Nearly 4,000 see Y.C.’s Dundas defeat Acevedo, other locals not so lucky.

Mixed martial arts in Marysville? The largest crowd of the summer at Appeal-Democrat Park proved it may be here to stay.

The fans seemed to like the idea of putting a caged ring inside the local baseball stadium. So did hometown fighter Kyle Dundas, whose rousing win at Battle at the Ballpark II gave them a reason to go nuts.

“I’m ecstatic,” he said between signing autographs for kids. “I’m loving life.”

For a Yuba City man who trains out of a garage in an industrial park, had a 2-4 record entering Saturday night and called his shot against Juan Acevedo a “make or break” match to whether he continued chasing his dream of MMA stardom, Dundas delivered on the largest stage of his life.

In front of 3,907 fans, he beat a fighter from one of the top MMA gyms on the West Coast. The 24-year-old featherweight (145 pounds) thrived in the first round, battled through the second and endured a tumultuous third en route to winning a 29-28, 28-29, 29-28 split decision over Acevedo, who thought he won the fight.

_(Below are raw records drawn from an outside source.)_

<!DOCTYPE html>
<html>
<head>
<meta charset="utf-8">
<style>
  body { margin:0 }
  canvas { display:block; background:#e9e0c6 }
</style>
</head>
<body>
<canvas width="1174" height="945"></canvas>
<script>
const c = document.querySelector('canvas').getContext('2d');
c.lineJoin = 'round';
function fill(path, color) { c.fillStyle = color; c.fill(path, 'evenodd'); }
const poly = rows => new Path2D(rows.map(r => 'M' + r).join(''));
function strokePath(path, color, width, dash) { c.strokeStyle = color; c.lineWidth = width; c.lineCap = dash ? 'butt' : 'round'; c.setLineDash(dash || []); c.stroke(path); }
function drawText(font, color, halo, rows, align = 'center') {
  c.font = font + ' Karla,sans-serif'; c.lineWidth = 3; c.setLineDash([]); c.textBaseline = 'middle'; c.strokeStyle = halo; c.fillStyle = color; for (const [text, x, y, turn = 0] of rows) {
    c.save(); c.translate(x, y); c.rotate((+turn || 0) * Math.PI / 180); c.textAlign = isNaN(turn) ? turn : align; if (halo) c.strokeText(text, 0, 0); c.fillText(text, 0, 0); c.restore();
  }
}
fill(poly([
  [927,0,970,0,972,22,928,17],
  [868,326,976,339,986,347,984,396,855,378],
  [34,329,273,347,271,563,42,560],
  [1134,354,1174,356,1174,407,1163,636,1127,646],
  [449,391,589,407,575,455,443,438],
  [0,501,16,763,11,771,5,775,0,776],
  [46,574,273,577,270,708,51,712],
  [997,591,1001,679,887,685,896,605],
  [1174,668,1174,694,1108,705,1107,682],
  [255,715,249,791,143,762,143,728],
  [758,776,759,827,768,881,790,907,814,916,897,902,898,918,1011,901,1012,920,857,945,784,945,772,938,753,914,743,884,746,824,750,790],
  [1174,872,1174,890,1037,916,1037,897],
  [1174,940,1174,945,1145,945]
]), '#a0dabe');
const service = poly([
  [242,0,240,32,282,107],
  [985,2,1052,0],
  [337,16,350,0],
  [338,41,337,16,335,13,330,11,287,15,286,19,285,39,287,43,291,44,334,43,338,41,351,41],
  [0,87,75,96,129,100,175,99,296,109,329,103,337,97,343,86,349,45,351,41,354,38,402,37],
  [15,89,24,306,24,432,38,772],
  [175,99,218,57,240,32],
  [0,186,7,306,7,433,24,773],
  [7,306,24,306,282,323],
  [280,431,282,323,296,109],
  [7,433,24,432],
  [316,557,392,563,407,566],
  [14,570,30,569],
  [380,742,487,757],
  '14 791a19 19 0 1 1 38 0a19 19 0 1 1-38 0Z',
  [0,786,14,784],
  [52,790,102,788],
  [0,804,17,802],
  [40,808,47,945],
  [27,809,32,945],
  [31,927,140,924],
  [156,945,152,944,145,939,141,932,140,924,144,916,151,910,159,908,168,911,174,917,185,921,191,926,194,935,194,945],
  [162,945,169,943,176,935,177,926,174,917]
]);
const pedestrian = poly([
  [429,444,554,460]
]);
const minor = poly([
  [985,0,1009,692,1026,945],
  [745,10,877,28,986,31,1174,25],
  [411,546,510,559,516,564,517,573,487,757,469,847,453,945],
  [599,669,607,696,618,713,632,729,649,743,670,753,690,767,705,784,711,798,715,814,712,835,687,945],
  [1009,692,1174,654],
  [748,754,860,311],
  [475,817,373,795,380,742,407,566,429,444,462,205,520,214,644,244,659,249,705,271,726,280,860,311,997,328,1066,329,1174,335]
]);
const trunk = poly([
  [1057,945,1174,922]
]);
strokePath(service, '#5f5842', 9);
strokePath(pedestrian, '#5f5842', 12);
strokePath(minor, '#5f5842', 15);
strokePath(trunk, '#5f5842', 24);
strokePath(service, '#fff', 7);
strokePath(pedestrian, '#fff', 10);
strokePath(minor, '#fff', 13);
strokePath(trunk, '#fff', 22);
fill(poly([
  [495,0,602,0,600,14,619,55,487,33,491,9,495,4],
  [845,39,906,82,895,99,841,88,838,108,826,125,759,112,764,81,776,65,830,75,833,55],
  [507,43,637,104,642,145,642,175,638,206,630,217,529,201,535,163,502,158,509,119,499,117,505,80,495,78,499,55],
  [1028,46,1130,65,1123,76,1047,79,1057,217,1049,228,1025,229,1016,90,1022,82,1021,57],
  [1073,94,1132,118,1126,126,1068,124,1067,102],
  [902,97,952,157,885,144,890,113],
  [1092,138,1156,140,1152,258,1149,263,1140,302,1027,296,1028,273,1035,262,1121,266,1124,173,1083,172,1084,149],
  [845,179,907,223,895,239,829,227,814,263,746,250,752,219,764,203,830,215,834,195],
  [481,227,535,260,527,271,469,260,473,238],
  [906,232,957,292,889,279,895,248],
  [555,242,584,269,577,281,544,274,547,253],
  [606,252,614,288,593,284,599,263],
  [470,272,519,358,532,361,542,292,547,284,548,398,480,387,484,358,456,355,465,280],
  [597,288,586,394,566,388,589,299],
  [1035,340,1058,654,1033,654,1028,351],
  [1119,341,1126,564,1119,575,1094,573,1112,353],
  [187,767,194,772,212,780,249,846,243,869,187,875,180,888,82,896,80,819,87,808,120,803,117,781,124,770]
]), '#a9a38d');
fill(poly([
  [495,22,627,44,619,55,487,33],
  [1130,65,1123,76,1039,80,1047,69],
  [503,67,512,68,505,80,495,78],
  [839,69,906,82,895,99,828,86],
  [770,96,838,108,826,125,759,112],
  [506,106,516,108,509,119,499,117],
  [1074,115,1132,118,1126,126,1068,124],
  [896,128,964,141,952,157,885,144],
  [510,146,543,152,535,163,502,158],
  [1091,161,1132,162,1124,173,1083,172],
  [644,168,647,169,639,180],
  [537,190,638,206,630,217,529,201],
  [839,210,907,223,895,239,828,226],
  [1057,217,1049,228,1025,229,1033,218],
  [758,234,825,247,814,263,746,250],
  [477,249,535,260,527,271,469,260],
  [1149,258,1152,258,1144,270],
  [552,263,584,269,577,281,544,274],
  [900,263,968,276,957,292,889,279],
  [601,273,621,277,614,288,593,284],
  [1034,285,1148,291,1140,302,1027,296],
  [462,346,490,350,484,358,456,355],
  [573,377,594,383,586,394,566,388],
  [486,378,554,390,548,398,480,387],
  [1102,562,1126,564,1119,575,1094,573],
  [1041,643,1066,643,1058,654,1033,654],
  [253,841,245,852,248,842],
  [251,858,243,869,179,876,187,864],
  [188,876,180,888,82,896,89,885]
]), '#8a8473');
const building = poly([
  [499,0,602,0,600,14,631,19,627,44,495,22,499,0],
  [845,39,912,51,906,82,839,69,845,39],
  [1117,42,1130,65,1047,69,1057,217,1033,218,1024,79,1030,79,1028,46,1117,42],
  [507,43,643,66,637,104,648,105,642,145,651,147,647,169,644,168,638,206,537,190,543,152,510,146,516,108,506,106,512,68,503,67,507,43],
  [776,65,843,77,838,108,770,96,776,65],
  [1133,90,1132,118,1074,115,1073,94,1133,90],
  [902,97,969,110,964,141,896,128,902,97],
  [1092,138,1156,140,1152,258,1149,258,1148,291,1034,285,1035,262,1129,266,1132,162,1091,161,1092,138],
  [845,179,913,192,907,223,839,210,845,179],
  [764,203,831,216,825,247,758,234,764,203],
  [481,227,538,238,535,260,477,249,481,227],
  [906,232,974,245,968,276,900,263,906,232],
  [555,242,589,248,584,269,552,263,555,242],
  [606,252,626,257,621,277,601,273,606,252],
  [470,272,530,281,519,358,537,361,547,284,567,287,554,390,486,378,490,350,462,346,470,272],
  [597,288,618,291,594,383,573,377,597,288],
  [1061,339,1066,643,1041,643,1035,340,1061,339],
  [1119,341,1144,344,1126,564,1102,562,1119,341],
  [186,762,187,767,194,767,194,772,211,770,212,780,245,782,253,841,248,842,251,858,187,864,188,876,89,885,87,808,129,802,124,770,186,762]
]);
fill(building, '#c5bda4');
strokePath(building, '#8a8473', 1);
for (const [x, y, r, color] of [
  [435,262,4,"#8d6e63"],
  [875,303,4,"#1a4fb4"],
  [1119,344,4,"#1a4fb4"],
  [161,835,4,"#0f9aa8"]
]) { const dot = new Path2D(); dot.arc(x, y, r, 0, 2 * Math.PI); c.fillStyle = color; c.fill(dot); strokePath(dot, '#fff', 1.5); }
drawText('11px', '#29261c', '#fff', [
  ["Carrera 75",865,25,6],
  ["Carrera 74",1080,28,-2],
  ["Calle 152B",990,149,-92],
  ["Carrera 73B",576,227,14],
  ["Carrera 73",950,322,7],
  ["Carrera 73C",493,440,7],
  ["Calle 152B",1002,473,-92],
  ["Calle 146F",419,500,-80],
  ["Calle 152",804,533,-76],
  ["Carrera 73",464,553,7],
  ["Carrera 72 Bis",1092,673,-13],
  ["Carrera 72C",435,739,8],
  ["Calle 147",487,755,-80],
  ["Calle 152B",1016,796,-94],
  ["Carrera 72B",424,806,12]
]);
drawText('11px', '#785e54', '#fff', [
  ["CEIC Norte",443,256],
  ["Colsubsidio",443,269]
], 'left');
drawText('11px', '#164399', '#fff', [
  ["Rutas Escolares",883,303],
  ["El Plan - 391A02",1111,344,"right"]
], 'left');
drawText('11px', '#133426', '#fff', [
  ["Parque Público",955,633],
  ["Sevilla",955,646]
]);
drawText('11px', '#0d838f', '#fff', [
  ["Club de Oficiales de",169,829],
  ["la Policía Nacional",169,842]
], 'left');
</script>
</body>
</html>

Right before the decision was announced, he raised his fist in victory. But it was Dundas’ hand which was thrust skyward by the referee. It sent him jumping for joy and gave the crowd who chanted “Kyle, Kyle” in unison one more chance to cheer for his effort.

Dundas came out aggressive in the first two rounds and showed his takedown and standup ability was on par with Acevedo’s. He was dominant in the first round and traded positions with his opponent in the second, before coming up with a crucial reversal right before the horn. The third was rough for Dundas, who will admitted he lost that round.

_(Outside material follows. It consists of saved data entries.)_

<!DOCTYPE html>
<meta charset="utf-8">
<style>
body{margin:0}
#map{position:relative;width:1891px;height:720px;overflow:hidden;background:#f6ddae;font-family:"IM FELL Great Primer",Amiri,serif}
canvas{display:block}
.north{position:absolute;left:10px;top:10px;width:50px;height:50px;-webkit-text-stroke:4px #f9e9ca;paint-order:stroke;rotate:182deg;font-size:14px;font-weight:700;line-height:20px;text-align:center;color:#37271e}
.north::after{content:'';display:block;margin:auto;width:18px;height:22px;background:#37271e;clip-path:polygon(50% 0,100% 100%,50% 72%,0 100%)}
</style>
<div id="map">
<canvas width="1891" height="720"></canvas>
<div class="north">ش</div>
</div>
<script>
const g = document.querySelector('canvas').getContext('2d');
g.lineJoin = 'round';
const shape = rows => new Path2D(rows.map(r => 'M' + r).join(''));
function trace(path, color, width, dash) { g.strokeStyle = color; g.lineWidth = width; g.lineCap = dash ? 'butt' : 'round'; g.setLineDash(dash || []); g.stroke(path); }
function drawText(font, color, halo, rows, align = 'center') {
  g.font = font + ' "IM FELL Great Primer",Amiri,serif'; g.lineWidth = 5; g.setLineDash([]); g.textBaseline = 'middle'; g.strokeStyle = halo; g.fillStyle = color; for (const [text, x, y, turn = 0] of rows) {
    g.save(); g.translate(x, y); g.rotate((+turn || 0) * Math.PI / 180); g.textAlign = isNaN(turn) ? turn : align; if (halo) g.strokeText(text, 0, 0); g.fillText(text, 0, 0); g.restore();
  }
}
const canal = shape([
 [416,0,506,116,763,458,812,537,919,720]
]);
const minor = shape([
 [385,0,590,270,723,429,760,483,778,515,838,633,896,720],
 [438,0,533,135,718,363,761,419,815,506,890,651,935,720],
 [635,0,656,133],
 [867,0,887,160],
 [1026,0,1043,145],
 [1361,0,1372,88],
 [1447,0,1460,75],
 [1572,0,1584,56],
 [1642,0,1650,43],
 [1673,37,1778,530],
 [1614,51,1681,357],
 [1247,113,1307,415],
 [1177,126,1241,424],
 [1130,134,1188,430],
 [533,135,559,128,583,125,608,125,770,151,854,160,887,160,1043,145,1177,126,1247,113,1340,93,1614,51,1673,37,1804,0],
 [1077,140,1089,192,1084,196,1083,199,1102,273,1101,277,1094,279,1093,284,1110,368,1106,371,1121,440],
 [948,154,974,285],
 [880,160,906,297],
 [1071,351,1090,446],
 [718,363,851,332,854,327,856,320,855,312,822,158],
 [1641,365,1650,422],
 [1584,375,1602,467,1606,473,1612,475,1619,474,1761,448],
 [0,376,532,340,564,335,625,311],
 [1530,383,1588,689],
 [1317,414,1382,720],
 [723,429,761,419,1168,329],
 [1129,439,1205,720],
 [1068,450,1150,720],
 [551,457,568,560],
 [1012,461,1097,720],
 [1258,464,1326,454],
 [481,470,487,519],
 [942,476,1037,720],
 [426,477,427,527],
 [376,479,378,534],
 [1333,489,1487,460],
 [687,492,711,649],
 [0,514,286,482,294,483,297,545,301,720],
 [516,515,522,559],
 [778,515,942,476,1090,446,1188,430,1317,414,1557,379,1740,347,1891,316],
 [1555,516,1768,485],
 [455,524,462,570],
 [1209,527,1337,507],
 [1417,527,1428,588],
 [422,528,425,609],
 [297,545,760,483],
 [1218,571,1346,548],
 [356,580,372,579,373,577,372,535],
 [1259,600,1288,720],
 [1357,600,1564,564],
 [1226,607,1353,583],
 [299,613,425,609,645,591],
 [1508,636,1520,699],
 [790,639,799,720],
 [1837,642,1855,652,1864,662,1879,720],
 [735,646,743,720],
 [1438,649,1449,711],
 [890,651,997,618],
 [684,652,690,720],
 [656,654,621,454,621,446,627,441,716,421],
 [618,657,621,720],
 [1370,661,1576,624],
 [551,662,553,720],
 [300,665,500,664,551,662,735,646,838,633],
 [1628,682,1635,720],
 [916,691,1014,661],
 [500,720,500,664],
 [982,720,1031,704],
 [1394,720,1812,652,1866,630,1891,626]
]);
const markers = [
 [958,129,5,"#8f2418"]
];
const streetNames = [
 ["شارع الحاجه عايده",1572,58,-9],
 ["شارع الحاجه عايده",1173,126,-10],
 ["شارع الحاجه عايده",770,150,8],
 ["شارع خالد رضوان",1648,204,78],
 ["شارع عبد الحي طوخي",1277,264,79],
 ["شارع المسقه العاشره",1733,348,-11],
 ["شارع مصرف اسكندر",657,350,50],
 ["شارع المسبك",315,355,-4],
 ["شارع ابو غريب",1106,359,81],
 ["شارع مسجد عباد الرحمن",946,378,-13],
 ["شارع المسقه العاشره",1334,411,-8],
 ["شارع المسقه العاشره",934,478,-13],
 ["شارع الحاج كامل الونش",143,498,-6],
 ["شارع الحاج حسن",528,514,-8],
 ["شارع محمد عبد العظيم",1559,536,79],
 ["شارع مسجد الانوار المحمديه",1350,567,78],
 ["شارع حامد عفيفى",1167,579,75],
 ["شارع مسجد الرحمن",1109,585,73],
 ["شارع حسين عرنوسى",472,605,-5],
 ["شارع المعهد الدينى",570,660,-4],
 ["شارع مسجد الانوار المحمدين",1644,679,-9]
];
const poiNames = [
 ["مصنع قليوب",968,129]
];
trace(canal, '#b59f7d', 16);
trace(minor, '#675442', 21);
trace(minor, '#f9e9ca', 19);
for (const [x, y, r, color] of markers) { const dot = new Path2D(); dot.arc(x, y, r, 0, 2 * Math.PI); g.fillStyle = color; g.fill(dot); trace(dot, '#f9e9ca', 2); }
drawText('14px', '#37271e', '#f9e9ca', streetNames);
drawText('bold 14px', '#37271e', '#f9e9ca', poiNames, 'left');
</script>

“I was in a rough spot and I had to push, push, push,” he said.

Acevedo trains with Urijah Faber’s Team Alpha Male in Sacramento. It’s a facility filled with top notch equipment, coaches and fighters that have contracts with some of the sports’ biggest promotions. Dundas represents Future Fight Sports, which is next to a body shop by Highway 20, and now has a marquee win to its name.

Dundas fared better than fellow Future Fight Sports fighter Kory Morford (185 pounds), who submitted in the second round of his fight against Mikhail Venikov. Ivan Pack of Olivehurst lost a 30-27 decision that will be remembered more for what happened in the first 20 seconds than the rest of the match. Pack was taken down by opponent Chris Bostick, who threw the 260-pounder against the cage and broke it, causing the second delay of the evening for such issues.

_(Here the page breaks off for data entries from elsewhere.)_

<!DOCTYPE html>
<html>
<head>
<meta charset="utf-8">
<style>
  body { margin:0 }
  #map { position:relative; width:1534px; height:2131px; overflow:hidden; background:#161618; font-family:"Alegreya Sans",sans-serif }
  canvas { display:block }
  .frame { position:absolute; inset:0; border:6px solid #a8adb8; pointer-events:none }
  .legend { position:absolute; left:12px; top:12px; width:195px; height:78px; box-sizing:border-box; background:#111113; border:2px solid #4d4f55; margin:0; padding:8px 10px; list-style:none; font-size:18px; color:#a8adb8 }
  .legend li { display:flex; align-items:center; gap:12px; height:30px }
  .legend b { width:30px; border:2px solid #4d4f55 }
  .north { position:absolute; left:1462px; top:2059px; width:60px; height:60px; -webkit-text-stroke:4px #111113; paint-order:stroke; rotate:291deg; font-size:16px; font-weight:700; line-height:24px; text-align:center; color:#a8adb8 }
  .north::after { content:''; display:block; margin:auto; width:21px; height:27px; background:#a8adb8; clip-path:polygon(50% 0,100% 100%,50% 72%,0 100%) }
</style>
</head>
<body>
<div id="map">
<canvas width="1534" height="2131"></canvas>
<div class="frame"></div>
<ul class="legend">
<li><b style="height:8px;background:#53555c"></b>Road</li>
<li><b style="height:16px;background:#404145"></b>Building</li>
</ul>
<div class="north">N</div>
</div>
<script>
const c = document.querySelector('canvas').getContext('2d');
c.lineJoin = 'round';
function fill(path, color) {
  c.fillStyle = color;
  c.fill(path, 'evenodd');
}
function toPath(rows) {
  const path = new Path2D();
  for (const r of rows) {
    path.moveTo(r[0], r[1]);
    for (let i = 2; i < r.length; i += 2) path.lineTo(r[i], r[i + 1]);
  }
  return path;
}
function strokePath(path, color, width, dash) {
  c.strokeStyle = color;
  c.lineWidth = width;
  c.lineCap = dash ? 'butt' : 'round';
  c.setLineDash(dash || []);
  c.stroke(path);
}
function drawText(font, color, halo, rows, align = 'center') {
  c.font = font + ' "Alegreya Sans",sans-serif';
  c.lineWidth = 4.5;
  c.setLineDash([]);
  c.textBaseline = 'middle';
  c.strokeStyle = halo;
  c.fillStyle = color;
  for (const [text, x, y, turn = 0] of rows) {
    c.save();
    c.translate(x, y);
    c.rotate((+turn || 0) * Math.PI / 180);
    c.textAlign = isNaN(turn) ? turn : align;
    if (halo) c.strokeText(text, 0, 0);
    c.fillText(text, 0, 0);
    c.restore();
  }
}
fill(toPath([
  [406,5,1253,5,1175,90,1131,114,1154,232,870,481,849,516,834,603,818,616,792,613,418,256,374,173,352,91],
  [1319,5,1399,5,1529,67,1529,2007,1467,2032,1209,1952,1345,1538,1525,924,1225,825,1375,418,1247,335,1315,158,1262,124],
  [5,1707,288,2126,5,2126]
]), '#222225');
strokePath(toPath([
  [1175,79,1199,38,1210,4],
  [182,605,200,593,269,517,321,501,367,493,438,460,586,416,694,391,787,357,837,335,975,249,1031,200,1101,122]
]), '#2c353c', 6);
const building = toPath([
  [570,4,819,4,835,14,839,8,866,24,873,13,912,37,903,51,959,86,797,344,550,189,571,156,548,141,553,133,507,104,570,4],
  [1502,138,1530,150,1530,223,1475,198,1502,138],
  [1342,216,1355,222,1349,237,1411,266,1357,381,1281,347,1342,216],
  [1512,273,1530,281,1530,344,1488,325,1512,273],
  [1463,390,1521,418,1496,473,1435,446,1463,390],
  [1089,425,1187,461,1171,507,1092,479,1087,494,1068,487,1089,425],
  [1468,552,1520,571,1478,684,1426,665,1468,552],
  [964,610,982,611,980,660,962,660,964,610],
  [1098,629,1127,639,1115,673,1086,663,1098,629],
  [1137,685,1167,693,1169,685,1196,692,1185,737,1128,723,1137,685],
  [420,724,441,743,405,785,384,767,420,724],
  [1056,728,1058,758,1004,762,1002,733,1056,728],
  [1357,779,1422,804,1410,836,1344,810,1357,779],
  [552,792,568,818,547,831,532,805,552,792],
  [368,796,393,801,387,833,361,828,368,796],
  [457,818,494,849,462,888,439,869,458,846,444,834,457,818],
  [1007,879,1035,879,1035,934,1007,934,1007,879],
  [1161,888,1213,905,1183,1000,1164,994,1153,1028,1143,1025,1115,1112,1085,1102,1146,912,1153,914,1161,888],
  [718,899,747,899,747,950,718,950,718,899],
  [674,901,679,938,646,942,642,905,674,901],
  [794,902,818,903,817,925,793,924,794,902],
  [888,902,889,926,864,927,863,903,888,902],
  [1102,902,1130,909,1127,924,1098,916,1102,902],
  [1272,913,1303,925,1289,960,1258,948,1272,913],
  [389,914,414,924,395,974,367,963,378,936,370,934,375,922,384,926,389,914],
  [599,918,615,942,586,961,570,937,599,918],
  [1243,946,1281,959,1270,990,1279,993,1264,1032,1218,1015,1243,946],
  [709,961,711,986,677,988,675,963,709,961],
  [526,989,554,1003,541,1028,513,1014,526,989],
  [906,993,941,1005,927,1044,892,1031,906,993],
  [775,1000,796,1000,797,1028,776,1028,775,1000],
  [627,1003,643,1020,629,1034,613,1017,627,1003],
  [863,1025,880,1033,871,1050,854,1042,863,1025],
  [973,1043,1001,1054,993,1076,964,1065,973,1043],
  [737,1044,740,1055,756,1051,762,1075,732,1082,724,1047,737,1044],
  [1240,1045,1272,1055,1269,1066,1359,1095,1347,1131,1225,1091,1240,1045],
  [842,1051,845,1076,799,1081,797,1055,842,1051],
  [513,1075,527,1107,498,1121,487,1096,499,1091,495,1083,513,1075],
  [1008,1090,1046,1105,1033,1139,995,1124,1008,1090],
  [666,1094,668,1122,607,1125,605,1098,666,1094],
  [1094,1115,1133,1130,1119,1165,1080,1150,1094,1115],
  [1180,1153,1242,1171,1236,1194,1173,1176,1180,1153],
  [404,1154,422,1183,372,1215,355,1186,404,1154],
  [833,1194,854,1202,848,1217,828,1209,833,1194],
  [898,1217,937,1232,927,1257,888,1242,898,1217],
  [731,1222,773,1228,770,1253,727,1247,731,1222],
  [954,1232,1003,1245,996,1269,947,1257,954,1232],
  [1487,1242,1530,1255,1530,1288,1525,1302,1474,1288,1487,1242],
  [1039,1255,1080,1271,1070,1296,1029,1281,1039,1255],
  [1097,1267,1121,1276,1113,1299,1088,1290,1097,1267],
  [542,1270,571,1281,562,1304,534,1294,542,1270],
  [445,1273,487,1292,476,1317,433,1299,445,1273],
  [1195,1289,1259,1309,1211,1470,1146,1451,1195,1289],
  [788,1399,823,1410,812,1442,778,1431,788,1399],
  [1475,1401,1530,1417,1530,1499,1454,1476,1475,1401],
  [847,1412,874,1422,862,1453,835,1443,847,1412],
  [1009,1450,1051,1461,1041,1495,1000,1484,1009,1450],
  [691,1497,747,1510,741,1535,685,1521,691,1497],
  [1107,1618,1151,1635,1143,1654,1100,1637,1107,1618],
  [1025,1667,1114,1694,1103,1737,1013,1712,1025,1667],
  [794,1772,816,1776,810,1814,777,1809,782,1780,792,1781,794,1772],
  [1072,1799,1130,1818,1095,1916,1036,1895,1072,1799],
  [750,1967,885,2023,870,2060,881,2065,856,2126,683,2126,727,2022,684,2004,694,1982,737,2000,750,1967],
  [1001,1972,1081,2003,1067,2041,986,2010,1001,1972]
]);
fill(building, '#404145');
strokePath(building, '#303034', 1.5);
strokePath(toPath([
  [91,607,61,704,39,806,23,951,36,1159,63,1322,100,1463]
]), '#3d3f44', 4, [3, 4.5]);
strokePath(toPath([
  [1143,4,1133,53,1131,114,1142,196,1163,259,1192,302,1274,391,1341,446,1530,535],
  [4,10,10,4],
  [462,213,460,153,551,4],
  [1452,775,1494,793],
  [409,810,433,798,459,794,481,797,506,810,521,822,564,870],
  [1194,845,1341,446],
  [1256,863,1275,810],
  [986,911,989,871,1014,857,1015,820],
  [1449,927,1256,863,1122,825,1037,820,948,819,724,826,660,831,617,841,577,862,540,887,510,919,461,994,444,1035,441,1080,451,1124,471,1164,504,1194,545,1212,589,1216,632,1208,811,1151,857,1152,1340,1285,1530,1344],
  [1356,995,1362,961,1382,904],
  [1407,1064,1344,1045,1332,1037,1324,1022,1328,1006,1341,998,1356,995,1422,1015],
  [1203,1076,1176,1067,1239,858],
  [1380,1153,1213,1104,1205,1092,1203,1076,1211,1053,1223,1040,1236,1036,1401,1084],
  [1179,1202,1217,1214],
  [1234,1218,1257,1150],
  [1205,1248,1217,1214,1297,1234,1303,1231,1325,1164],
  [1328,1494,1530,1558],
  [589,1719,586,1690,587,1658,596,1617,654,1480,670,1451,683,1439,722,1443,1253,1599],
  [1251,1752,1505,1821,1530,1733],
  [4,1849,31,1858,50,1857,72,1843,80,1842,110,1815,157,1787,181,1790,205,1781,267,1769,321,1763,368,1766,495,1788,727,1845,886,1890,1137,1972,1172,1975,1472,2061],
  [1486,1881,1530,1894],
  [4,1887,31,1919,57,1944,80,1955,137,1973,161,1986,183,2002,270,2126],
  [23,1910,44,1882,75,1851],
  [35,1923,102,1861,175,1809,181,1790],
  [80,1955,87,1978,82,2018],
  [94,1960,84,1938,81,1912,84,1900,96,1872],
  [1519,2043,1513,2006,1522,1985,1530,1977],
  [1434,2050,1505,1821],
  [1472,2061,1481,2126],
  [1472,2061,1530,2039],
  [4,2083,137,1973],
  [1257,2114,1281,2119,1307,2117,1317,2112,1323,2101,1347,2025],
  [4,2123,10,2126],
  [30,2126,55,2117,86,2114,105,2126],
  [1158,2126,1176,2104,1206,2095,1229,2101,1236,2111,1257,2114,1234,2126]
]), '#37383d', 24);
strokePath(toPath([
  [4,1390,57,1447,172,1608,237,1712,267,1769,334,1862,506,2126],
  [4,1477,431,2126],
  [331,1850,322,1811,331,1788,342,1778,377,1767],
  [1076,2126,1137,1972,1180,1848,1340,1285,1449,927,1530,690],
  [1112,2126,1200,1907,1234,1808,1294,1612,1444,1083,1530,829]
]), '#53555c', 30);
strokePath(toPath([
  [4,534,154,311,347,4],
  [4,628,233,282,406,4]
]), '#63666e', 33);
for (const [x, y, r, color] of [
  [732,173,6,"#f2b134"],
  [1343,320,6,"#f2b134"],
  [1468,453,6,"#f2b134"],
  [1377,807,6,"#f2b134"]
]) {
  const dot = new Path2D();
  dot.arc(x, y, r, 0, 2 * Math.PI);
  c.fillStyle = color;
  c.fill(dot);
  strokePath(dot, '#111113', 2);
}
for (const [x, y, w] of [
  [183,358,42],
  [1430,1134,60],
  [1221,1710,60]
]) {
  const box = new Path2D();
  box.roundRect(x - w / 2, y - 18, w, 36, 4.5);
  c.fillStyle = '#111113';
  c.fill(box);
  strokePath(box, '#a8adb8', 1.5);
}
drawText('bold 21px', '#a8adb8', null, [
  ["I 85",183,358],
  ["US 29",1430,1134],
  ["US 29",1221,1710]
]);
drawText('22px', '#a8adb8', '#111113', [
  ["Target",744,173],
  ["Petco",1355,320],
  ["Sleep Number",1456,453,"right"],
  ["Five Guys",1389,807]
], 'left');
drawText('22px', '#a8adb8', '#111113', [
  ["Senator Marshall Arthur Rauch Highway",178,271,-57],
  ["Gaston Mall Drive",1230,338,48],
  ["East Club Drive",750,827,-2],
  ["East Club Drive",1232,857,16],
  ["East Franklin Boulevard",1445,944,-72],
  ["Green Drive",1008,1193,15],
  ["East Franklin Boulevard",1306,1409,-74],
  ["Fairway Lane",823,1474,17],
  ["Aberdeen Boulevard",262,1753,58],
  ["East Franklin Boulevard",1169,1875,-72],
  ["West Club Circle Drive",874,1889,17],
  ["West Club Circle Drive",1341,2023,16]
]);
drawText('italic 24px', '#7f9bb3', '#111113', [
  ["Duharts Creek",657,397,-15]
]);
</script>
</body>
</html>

When the fight resumed, Pack was dominated by the San Francisco-based Bostick, who maintained control on top. Results for Yuba City fighter Nick Shadwick’s (170 pounds) match against Anthony Alves were not available before press time.

On July 3, 3,801 fans attended the Marysville Gold Sox’ fireworks night, making it the largest crowd in team history. Unlike that event, the Battle at the Ballpark II did not have free tickets distributed around the Mid-Valley.

Before Dundas’ fight, the first five bouts of the evening came to quick endings. San Jose’s Eric Faria (165) won the night’s opening fight with a second round TKO. Sacramento’s Rick Inzunza (140) won by submission in the first round as did Davis’ Mario Soto (150). Stockton’s Richard Rigmaden, who came out with just one man in his corner instead of an entourage, proved he didn’t need a big team. He won with a knockout, using a powerful right hand to drop San Jose’s Sammy Brocamante 41 seconds into the first round.